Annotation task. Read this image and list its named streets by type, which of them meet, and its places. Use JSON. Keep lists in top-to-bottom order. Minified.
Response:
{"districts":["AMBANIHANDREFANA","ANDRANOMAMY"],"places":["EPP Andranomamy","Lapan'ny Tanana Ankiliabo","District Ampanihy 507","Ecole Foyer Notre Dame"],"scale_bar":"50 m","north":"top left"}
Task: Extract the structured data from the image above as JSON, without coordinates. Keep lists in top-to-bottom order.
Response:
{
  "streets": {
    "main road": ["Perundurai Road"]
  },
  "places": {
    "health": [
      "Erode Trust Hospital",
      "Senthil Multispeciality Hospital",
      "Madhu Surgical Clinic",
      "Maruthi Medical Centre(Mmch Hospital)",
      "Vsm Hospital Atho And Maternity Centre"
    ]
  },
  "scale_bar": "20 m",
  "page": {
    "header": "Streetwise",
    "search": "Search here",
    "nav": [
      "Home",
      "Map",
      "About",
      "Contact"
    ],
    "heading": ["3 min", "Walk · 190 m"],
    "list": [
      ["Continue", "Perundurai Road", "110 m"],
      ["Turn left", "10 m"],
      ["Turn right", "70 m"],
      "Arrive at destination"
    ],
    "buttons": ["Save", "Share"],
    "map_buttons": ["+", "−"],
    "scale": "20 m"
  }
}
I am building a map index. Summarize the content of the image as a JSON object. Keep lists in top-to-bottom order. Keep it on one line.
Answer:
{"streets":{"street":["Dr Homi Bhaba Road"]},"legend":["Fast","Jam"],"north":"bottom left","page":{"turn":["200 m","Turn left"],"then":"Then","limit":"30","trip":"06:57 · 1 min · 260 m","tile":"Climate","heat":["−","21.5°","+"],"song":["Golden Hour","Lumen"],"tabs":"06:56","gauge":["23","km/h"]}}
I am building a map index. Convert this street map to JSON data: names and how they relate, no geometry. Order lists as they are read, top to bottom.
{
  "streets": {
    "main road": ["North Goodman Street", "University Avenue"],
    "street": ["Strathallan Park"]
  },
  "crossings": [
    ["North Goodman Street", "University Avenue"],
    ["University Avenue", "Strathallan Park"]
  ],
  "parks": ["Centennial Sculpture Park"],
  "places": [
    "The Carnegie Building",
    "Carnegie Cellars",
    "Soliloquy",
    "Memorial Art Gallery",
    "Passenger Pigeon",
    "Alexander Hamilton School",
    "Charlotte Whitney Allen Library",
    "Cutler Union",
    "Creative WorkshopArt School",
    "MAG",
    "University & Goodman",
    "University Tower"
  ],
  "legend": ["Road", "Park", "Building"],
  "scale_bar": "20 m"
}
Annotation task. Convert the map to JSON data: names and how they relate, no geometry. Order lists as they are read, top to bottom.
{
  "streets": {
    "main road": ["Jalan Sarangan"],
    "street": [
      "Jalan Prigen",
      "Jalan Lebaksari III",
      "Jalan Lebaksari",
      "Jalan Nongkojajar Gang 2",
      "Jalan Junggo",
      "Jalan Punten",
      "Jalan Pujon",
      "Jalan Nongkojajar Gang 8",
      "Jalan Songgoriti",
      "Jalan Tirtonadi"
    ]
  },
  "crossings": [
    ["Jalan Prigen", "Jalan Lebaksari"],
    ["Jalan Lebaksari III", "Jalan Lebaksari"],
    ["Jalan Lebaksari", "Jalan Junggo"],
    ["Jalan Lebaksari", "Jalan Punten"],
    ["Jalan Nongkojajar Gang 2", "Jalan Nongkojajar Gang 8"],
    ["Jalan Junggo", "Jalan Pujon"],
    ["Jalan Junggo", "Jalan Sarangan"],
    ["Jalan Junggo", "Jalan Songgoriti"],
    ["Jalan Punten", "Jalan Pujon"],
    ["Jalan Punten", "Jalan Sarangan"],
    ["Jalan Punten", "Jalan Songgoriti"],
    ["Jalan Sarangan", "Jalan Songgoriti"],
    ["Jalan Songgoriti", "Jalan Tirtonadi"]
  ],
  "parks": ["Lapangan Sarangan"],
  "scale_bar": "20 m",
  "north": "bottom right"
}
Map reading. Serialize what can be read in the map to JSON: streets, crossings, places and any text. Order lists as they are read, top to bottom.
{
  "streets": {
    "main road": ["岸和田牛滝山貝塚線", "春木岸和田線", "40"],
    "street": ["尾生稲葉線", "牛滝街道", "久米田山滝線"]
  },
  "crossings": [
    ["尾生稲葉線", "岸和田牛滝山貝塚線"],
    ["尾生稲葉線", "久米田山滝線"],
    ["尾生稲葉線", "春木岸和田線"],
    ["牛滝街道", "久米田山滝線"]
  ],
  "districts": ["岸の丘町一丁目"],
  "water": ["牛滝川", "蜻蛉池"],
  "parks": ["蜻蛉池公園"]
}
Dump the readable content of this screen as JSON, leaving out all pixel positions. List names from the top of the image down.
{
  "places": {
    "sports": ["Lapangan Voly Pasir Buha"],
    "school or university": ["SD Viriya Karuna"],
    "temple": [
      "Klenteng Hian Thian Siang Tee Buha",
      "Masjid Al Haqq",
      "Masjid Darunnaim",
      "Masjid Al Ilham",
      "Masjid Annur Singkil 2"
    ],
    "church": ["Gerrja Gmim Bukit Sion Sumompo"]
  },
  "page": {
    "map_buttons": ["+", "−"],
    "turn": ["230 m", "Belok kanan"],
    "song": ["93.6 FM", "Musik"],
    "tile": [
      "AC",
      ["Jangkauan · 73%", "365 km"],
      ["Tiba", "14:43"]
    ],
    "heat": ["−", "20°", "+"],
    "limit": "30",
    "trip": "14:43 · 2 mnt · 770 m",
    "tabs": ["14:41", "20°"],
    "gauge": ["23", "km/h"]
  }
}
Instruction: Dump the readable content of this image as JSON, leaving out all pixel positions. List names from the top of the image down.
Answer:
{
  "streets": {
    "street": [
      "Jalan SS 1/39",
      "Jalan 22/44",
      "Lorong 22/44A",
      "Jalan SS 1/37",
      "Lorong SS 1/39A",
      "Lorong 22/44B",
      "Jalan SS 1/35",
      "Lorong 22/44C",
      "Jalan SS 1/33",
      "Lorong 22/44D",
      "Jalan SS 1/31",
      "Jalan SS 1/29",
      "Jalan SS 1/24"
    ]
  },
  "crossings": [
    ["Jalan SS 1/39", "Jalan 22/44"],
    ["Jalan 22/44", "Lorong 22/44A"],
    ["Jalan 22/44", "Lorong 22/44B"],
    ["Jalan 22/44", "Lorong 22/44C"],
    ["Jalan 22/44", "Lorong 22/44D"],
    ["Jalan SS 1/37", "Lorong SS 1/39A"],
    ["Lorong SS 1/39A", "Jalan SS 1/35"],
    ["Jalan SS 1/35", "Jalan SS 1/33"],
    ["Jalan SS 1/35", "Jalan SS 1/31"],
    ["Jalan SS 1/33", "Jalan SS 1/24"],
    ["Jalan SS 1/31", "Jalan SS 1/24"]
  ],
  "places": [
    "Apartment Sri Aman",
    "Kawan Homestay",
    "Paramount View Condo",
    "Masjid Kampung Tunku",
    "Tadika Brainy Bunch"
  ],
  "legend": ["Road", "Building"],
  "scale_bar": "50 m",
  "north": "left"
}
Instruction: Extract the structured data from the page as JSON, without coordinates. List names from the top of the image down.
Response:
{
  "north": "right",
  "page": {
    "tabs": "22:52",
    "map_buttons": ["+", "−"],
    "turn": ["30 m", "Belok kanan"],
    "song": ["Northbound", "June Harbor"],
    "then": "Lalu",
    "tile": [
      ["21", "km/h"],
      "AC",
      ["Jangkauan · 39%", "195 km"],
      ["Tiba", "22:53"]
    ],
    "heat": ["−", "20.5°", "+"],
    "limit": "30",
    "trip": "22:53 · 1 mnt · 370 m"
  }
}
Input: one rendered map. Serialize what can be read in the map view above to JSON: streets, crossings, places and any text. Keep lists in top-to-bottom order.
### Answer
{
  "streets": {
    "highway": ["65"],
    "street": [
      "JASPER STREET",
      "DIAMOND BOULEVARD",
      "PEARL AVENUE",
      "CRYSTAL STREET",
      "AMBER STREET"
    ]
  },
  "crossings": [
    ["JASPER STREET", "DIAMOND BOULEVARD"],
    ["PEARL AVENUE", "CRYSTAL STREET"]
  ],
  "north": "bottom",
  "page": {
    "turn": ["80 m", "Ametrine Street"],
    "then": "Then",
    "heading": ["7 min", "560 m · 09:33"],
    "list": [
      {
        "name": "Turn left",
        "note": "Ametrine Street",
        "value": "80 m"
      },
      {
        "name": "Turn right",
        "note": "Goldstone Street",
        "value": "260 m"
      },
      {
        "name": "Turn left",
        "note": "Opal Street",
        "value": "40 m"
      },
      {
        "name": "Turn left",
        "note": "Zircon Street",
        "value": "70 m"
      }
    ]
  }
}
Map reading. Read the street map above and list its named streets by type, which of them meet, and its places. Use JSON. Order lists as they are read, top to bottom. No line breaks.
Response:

•••

What is the number of lines above that contain the string "meet"? Answer with the number alone.

• [Answer box]:
2